Exercise requirements: Begin at the line below that contains "Please mark all" and write out every line from there to the end of the entries, exactly.

Material supplied:
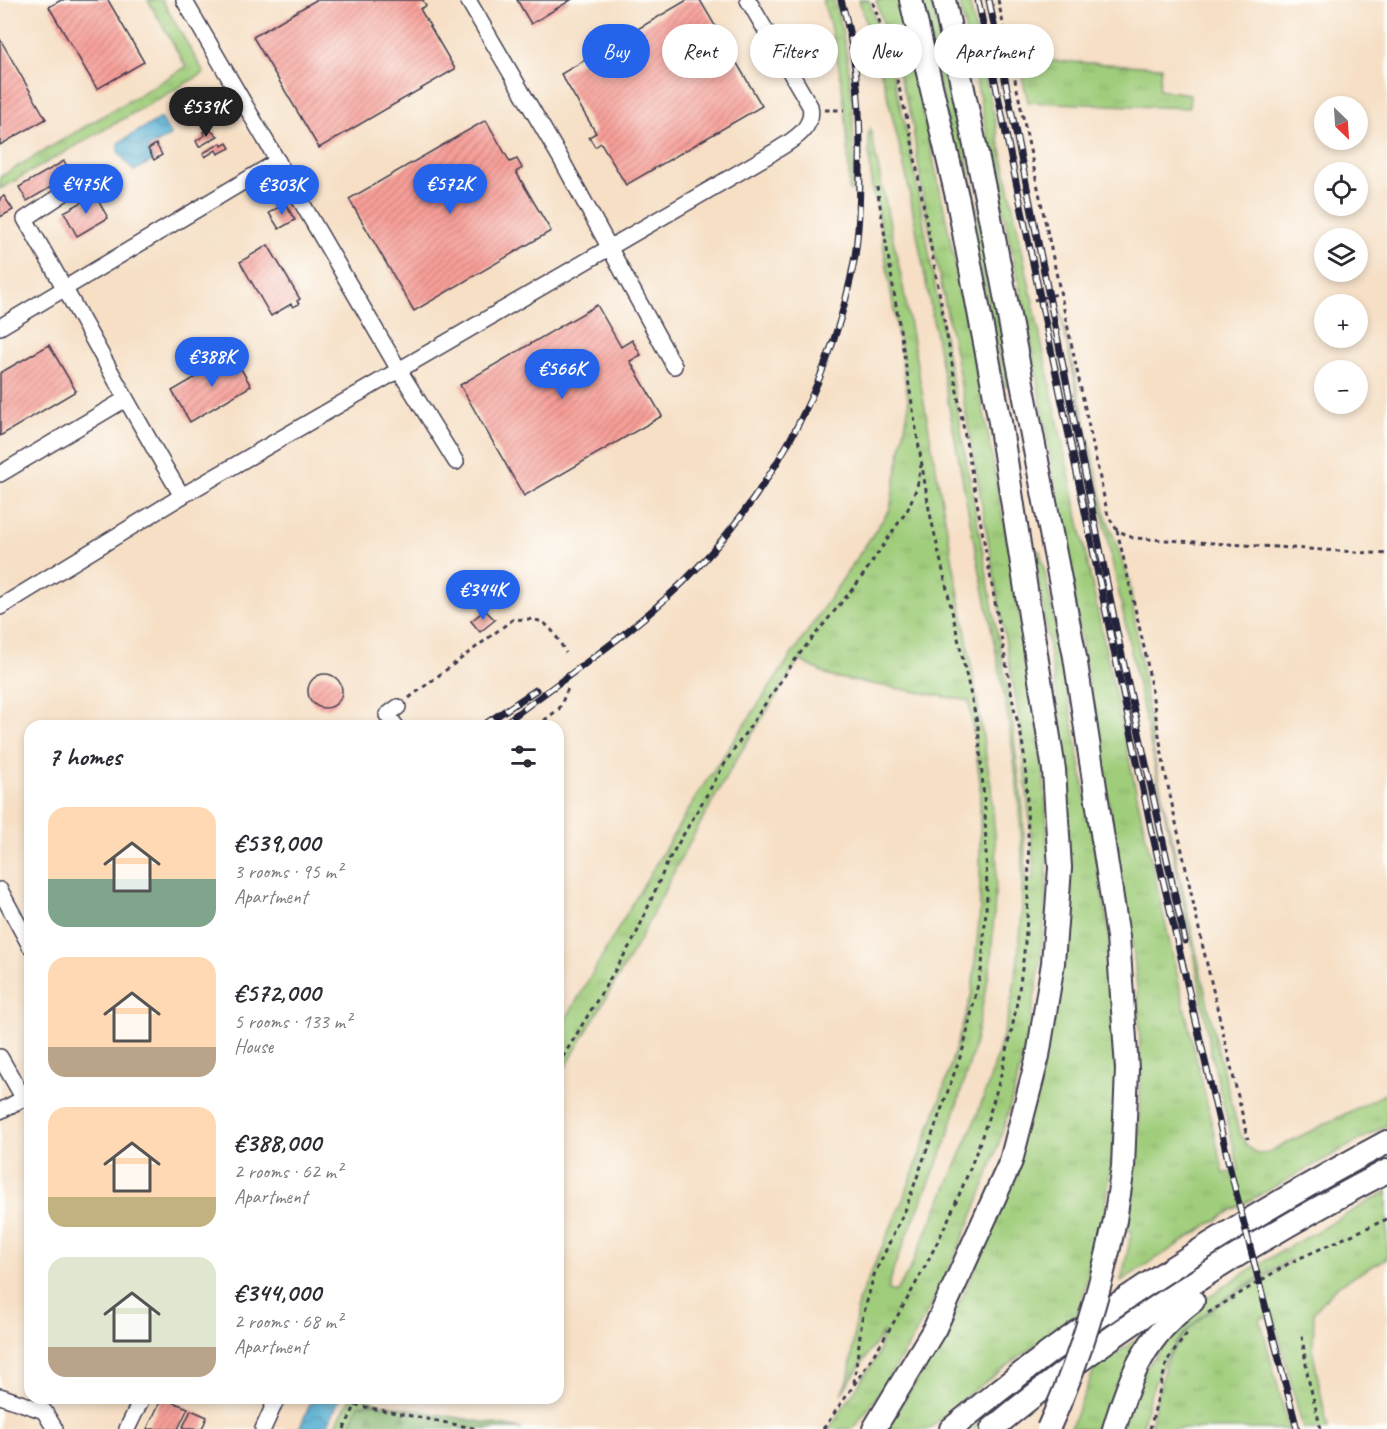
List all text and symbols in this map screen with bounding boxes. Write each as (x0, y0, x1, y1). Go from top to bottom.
chip: Buy (582, 24, 650, 78)
chip: Rent (662, 24, 738, 78)
chip: Filters (750, 24, 838, 78)
chip: New (850, 24, 922, 78)
chip: Apartment (934, 24, 1054, 78)
pin: €539K (164, 87, 248, 138)
text: €539K (183, 94, 229, 119)
north arrow (1314, 96, 1368, 150)
map controls (1314, 96, 1368, 414)
button: locate (1314, 162, 1368, 216)
pin: €475K (44, 164, 128, 215)
pin: €572K (408, 164, 492, 215)
pin: €303K (240, 165, 324, 216)
text: €475K (63, 171, 109, 196)
text: €572K (427, 171, 473, 196)
text: €303K (259, 172, 305, 197)
button: layers (1314, 228, 1368, 282)
button: + (1314, 294, 1368, 348)
pin: €388K (170, 337, 254, 388)
text: €388K (189, 344, 235, 369)
pin: €566K (520, 349, 604, 400)
text: €566K (539, 356, 585, 381)
button: − (1314, 360, 1368, 414)
pin: €344K (441, 570, 525, 621)
text: €344K (460, 577, 506, 602)
text: 7 homes (48, 740, 121, 773)
icon: filters (507, 740, 540, 773)
text: €539,000 (234, 826, 320, 859)
icon: home (96, 831, 168, 903)
text: 3 rooms · 95 m² (234, 859, 342, 884)
text: Apartment (234, 884, 307, 909)
text: €572,000 (234, 976, 321, 1009)
icon: home (96, 981, 168, 1053)
text: 5 rooms · 133 m² (234, 1009, 351, 1034)
text: House (234, 1034, 273, 1059)
text: €388,000 (234, 1126, 321, 1159)
icon: home (96, 1131, 168, 1203)
text: 2 rooms · 62 m² (234, 1159, 342, 1184)
text: Apartment (234, 1184, 307, 1209)
text: €344,000 (234, 1276, 321, 1309)
icon: home (96, 1281, 168, 1353)
text: 2 rooms · 68 m² (234, 1309, 342, 1334)
text: Apartment (234, 1334, 307, 1359)

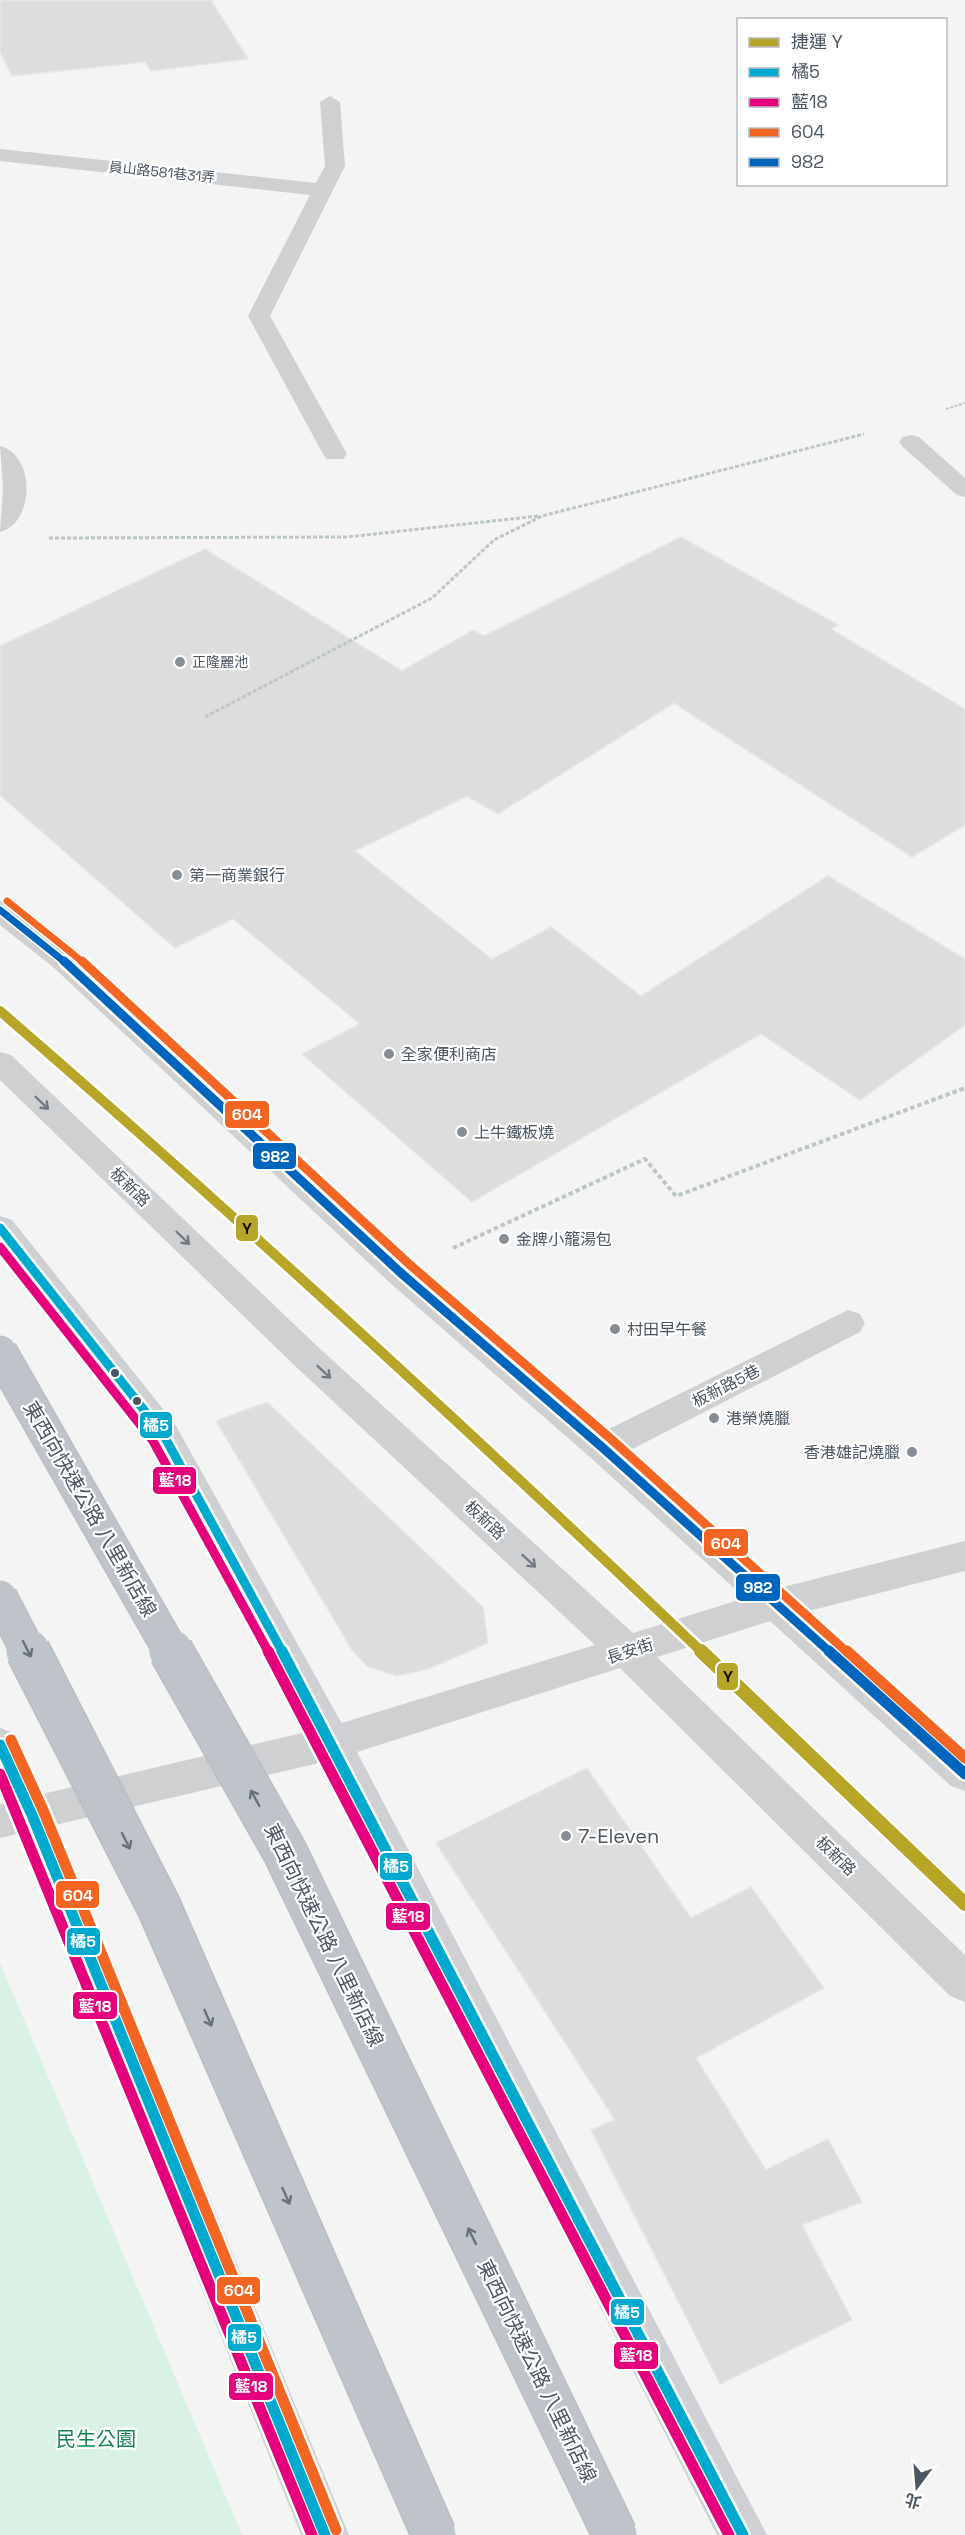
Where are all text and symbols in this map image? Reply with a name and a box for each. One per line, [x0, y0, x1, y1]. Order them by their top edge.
legend [737, 18, 947, 186]
text: 捷運 Y [791, 30, 843, 53]
text: 橘5 [791, 60, 820, 83]
text: 藍18 [791, 90, 828, 113]
text: 604 [791, 120, 825, 143]
text: 982 [791, 150, 824, 173]
street label: 員山路581巷31弄 [108, 157, 216, 187]
place label: 正隆麗池 [192, 653, 248, 671]
marker: 正隆麗池 [173, 655, 187, 669]
place label: 第一商業銀行 [189, 865, 285, 886]
marker: 第一商業銀行 [170, 868, 184, 882]
place label: 全家便利商店 [401, 1044, 497, 1065]
marker: 全家便利商店 [382, 1047, 396, 1061]
one-way arrow [35, 1096, 50, 1110]
line badge: 604 [224, 1100, 270, 1129]
text: 604 [232, 1104, 262, 1125]
place label: 上牛鐵板燒 [474, 1122, 554, 1143]
marker: 上牛鐵板燒 [455, 1125, 469, 1139]
line badge: 982 [252, 1142, 297, 1170]
text: 982 [261, 1146, 290, 1167]
street label: 板新路 [105, 1163, 155, 1211]
line badge: Y [235, 1214, 259, 1242]
text: Y [242, 1218, 252, 1239]
place label: 金牌小籠湯包 [516, 1229, 612, 1250]
one-way arrow [175, 1231, 190, 1245]
marker: 金牌小籠湯包 [497, 1232, 511, 1246]
place label: 村田早午餐 [627, 1319, 707, 1340]
marker: 村田早午餐 [608, 1322, 622, 1336]
street label: 板新路5巷 [688, 1360, 764, 1412]
one-way arrow [316, 1365, 331, 1379]
unlabelled marker [109, 1367, 121, 1379]
unlabelled marker [131, 1395, 143, 1407]
street label: 東西向快速公路 八里新店線 [17, 1396, 163, 1622]
place label: 港榮燒臘 [726, 1408, 790, 1429]
line badge: 橘5 [139, 1411, 173, 1439]
marker: 港榮燒臘 [707, 1411, 721, 1425]
text: 橘5 [142, 1415, 169, 1436]
place label: 香港雄記燒臘 [804, 1442, 900, 1463]
marker: 香港雄記燒臘 [905, 1445, 919, 1459]
line badge: 藍18 [152, 1466, 197, 1495]
text: 藍18 [159, 1470, 192, 1491]
street label: 板新路 [460, 1496, 510, 1544]
line badge: 604 [703, 1528, 749, 1557]
text: 604 [711, 1533, 741, 1554]
one-way arrow [522, 1554, 537, 1569]
line badge: 982 [735, 1573, 781, 1602]
text: 982 [744, 1577, 773, 1598]
street label: 長安街 [604, 1634, 656, 1668]
one-way arrow [21, 1640, 33, 1657]
line badge: Y [716, 1662, 739, 1691]
text: Y [723, 1666, 733, 1687]
one-way arrow [249, 1790, 261, 1807]
street label: 東西向快速公路 八里新店線 [259, 1819, 389, 2051]
place label: 7-Eleven [578, 1823, 659, 1849]
marker: 7-Eleven [559, 1829, 573, 1843]
one-way arrow [120, 1832, 132, 1850]
street label: 板新路 [811, 1832, 861, 1880]
line badge: 橘5 [379, 1852, 413, 1881]
text: 橘5 [382, 1856, 409, 1877]
line badge: 604 [55, 1880, 100, 1909]
text: 604 [63, 1885, 93, 1906]
line badge: 藍18 [385, 1902, 431, 1931]
text: 藍18 [392, 1906, 425, 1927]
line badge: 橘5 [66, 1927, 101, 1956]
text: 橘5 [69, 1931, 96, 1952]
line badge: 藍18 [72, 1991, 118, 2020]
text: 藍18 [79, 1996, 112, 2017]
one-way arrow [203, 2008, 214, 2026]
one-way arrow [281, 2187, 292, 2205]
one-way arrow [466, 2228, 478, 2246]
street label: 東西向快速公路 八里新店線 [472, 2255, 602, 2487]
line badge: 604 [216, 2276, 261, 2305]
text: 604 [224, 2280, 254, 2301]
line badge: 橘5 [610, 2298, 645, 2326]
text: 橘5 [613, 2302, 640, 2323]
line badge: 橘5 [227, 2323, 262, 2352]
text: 橘5 [230, 2327, 257, 2348]
line badge: 藍18 [613, 2341, 659, 2370]
text: 藍18 [620, 2345, 653, 2366]
line badge: 藍18 [228, 2372, 274, 2401]
text: 藍18 [235, 2376, 268, 2397]
park label: 民生公園 [56, 2426, 136, 2452]
north arrow [887, 2457, 947, 2517]
text: 北 [902, 2489, 924, 2513]

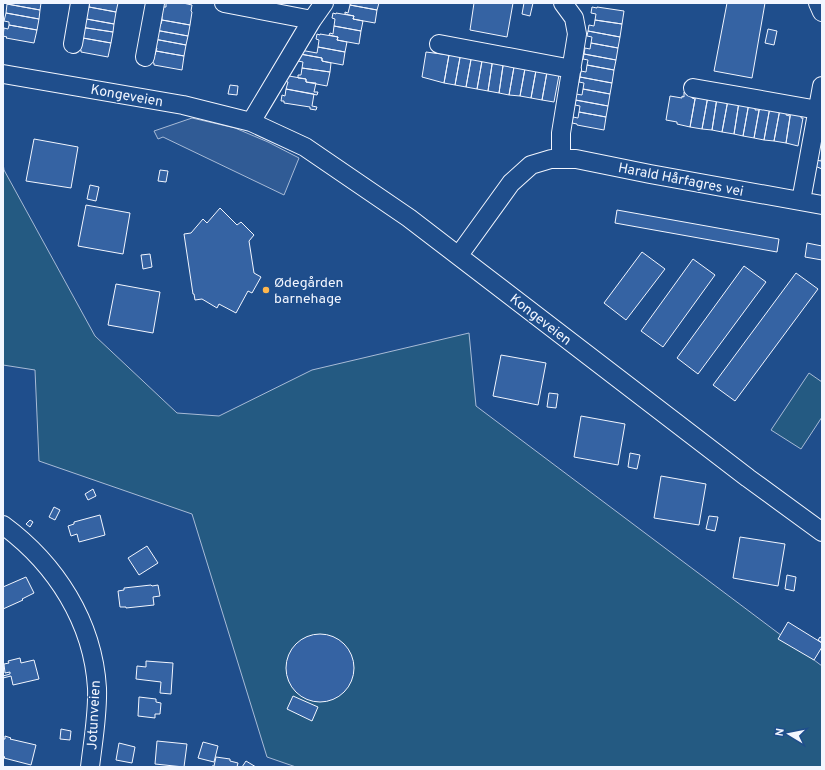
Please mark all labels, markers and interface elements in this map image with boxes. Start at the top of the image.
street label: Kongeveien [89,82,164,111]
street label: Harald Hårfagres vei [617,160,745,201]
place label: Ødegården barnehage [274,275,344,308]
marker: Ødegården barnehage [261,285,271,295]
street label: Kongeveien [506,291,574,350]
street label: Jotunveien [84,680,105,750]
north arrow [769,714,809,754]
text: N [773,727,788,738]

Task response:
Please mark all labels, markers and interface elements in this map image with boxes. Start at the top of the image.
street label: Kongeveien [89,82,164,111]
street label: Harald Hårfagres vei [617,160,745,201]
place label: Ødegården barnehage [274,275,344,308]
marker: Ødegården barnehage [261,285,271,295]
street label: Kongeveien [506,291,574,350]
street label: Jotunveien [84,680,105,750]
north arrow [769,714,809,754]
text: N [773,727,788,738]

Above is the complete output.